#### Brief
In how many lines of the entries below does "rows" appear? Give only the number.

#### Data extract
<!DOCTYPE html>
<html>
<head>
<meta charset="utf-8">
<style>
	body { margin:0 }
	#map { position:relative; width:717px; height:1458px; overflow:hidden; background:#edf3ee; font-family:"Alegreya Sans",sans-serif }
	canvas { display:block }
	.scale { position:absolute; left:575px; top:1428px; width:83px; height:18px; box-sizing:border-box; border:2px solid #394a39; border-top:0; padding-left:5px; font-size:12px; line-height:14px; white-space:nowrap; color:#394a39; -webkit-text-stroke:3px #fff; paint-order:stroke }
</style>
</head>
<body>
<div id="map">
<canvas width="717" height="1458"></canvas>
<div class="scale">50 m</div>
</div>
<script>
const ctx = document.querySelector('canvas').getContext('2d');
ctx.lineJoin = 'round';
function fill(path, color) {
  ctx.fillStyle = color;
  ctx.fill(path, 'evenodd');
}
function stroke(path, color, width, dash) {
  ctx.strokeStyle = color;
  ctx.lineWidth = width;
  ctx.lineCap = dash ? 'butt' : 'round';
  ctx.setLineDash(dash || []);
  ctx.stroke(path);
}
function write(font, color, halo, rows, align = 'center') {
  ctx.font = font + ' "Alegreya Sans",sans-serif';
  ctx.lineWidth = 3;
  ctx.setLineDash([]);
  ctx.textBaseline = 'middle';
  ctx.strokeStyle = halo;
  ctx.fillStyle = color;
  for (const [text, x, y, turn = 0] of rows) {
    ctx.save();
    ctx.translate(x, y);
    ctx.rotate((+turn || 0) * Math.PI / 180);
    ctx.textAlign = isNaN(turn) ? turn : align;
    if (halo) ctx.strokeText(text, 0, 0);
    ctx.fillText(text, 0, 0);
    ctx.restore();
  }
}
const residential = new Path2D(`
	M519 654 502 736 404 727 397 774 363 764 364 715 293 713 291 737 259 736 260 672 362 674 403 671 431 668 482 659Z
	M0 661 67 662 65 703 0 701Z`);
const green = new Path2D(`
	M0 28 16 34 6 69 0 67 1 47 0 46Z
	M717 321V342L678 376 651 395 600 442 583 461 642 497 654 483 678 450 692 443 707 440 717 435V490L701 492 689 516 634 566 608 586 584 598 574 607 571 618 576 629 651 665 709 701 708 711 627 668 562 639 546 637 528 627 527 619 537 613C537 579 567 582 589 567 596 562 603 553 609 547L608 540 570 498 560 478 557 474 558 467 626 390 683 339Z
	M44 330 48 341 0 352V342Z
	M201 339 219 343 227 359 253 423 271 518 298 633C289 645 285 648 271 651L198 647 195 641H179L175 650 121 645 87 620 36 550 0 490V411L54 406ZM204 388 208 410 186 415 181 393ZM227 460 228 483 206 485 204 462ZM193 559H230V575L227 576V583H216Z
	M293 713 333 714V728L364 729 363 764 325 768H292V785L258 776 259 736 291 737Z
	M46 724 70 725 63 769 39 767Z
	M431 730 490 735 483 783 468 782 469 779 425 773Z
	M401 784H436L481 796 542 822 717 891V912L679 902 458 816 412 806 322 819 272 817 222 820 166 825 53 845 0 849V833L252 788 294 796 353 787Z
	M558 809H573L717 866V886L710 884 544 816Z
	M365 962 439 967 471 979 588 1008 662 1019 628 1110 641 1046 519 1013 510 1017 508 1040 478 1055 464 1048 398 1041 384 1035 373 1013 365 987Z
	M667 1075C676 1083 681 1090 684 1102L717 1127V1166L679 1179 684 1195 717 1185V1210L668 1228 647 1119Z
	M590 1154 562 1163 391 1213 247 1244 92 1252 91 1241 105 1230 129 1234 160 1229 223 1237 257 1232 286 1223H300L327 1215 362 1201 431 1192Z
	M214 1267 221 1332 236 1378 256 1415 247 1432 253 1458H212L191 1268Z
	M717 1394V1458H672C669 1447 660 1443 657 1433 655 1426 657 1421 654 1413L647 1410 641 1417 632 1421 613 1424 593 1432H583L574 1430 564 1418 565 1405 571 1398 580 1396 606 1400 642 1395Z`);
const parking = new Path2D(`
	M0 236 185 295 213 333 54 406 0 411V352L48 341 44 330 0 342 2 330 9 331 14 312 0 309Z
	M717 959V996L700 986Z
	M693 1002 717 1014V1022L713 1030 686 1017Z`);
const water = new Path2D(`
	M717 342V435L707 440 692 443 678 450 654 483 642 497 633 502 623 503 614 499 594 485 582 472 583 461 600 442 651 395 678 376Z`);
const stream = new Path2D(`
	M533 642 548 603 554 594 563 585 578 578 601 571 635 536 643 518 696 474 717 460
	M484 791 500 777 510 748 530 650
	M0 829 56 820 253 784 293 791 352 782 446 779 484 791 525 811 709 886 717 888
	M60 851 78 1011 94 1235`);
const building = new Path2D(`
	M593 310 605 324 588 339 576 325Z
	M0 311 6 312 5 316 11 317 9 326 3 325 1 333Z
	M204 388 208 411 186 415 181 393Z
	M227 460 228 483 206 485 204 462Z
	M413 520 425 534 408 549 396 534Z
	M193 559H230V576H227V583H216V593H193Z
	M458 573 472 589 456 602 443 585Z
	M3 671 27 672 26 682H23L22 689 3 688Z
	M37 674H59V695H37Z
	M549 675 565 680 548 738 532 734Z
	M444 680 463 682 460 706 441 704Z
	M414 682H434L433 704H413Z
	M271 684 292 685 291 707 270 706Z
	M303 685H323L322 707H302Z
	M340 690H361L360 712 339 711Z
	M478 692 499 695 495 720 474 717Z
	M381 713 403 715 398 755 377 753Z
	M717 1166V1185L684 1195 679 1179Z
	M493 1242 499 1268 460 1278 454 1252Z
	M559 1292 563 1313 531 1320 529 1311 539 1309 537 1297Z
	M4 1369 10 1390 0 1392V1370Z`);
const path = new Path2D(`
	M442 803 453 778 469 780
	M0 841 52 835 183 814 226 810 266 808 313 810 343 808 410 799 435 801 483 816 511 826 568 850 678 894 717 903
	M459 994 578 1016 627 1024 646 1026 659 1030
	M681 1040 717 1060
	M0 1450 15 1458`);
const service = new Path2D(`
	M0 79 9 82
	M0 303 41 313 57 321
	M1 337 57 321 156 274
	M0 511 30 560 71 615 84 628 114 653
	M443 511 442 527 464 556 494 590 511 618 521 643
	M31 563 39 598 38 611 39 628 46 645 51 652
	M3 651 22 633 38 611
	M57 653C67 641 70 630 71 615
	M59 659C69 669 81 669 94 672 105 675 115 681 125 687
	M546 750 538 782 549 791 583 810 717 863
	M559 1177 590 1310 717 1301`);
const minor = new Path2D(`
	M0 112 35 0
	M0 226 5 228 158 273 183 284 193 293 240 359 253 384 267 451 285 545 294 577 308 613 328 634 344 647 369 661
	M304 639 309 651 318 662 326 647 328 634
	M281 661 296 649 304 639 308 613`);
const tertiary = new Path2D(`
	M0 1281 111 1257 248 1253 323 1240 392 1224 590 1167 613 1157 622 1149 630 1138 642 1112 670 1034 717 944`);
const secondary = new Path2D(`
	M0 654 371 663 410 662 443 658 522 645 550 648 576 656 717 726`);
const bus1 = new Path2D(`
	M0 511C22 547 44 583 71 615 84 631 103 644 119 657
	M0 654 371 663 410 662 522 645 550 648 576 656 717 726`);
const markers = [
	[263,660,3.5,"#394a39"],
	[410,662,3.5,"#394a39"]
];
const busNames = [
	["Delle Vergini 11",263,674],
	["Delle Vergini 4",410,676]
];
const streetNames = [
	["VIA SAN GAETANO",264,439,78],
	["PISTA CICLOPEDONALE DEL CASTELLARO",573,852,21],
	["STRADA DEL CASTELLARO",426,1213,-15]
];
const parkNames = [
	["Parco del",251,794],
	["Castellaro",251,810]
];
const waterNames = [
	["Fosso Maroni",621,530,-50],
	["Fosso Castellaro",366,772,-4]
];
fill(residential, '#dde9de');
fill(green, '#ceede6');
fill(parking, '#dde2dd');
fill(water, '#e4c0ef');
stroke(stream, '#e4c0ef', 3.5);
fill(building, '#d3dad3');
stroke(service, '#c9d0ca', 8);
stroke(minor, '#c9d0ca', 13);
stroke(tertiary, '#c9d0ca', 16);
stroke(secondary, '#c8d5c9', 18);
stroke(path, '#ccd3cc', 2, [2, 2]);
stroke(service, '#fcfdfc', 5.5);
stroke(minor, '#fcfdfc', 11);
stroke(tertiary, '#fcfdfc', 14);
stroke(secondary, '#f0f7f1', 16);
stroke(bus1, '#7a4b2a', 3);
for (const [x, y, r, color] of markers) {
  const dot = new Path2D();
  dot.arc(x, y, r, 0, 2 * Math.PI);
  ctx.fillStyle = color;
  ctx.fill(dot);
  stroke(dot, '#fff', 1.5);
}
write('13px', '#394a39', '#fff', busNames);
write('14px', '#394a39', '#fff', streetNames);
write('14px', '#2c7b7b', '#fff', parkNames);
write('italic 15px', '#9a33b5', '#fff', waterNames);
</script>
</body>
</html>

#### Answer for the task
2